··· DATASET EXTRACT ···
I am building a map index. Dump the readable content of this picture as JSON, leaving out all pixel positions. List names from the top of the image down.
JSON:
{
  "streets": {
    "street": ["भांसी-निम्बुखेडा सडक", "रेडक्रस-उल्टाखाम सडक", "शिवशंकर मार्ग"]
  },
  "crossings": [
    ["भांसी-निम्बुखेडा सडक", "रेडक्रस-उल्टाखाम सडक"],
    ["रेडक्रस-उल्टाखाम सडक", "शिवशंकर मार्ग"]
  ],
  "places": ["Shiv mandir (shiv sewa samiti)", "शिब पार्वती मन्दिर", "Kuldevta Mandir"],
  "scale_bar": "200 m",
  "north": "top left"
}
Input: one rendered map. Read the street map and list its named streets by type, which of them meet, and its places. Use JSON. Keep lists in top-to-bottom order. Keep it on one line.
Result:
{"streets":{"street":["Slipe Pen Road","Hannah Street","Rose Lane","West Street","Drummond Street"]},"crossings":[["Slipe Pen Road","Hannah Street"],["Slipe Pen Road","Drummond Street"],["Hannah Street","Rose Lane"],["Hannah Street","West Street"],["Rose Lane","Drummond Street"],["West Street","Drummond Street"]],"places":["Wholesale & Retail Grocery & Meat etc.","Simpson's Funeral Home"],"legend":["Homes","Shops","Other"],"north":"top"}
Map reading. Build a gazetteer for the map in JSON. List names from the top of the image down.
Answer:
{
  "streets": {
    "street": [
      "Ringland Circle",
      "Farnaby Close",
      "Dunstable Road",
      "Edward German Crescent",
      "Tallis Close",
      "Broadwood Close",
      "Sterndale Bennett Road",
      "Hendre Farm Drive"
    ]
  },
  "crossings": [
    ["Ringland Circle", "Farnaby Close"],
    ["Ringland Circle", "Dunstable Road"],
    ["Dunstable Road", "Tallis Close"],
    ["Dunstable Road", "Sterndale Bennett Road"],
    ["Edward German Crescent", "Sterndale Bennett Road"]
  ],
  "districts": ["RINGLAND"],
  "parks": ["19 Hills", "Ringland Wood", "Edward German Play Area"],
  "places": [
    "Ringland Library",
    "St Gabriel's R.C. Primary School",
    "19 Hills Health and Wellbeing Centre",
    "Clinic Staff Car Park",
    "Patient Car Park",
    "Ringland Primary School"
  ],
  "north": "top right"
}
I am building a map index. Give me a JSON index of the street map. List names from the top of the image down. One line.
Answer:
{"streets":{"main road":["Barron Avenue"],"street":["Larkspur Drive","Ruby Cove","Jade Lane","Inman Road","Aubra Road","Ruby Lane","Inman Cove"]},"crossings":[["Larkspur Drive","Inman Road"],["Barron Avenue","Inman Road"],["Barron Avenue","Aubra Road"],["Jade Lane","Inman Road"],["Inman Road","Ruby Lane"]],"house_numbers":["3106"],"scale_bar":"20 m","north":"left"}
···
WHAT THIS TASK INVOLVES: All entries are to be copied exactly as they read.

RESULT:
I am building a map index. Dump the readable content of this picture as JSON, leaving out all pixel positions. List names from the top of the image down.
JSON:
{
  "streets": {
    "street": ["भांसी-निम्बुखेडा सडक", "रेडक्रस-उल्टाखाम सडक", "शिवशंकर मार्ग"]
  },
  "crossings": [
    ["भांसी-निम्बुखेडा सडक", "रेडक्रस-उल्टाखाम सडक"],
    ["रेडक्रस-उल्टाखाम सडक", "शिवशंकर मार्ग"]
  ],
  "places": ["Shiv mandir (shiv sewa samiti)", "शिब पार्वती मन्दिर", "Kuldevta Mandir"],
  "scale_bar": "200 m",
  "north": "top left"
}
Input: one rendered map. Read the street map and list its named streets by type, which of them meet, and its places. Use JSON. Keep lists in top-to-bottom order. Keep it on one line.
Result:
{"streets":{"street":["Slipe Pen Road","Hannah Street","Rose Lane","West Street","Drummond Street"]},"crossings":[["Slipe Pen Road","Hannah Street"],["Slipe Pen Road","Drummond Street"],["Hannah Street","Rose Lane"],["Hannah Street","West Street"],["Rose Lane","Drummond Street"],["West Street","Drummond Street"]],"places":["Wholesale & Retail Grocery & Meat etc.","Simpson's Funeral Home"],"legend":["Homes","Shops","Other"],"north":"top"}
Map reading. Build a gazetteer for the map in JSON. List names from the top of the image down.
Answer:
{
  "streets": {
    "street": [
      "Ringland Circle",
      "Farnaby Close",
      "Dunstable Road",
      "Edward German Crescent",
      "Tallis Close",
      "Broadwood Close",
      "Sterndale Bennett Road",
      "Hendre Farm Drive"
    ]
  },
  "crossings": [
    ["Ringland Circle", "Farnaby Close"],
    ["Ringland Circle", "Dunstable Road"],
    ["Dunstable Road", "Tallis Close"],
    ["Dunstable Road", "Sterndale Bennett Road"],
    ["Edward German Crescent", "Sterndale Bennett Road"]
  ],
  "districts": ["RINGLAND"],
  "parks": ["19 Hills", "Ringland Wood", "Edward German Play Area"],
  "places": [
    "Ringland Library",
    "St Gabriel's R.C. Primary School",
    "19 Hills Health and Wellbeing Centre",
    "Clinic Staff Car Park",
    "Patient Car Park",
    "Ringland Primary School"
  ],
  "north": "top right"
}
I am building a map index. Give me a JSON index of the street map. List names from the top of the image down. One line.
Answer:
{"streets":{"main road":["Barron Avenue"],"street":["Larkspur Drive","Ruby Cove","Jade Lane","Inman Road","Aubra Road","Ruby Lane","Inman Cove"]},"crossings":[["Larkspur Drive","Inman Road"],["Barron Avenue","Inman Road"],["Barron Avenue","Aubra Road"],["Jade Lane","Inman Road"],["Inman Road","Ruby Lane"]],"house_numbers":["3106"],"scale_bar":"20 m","north":"left"}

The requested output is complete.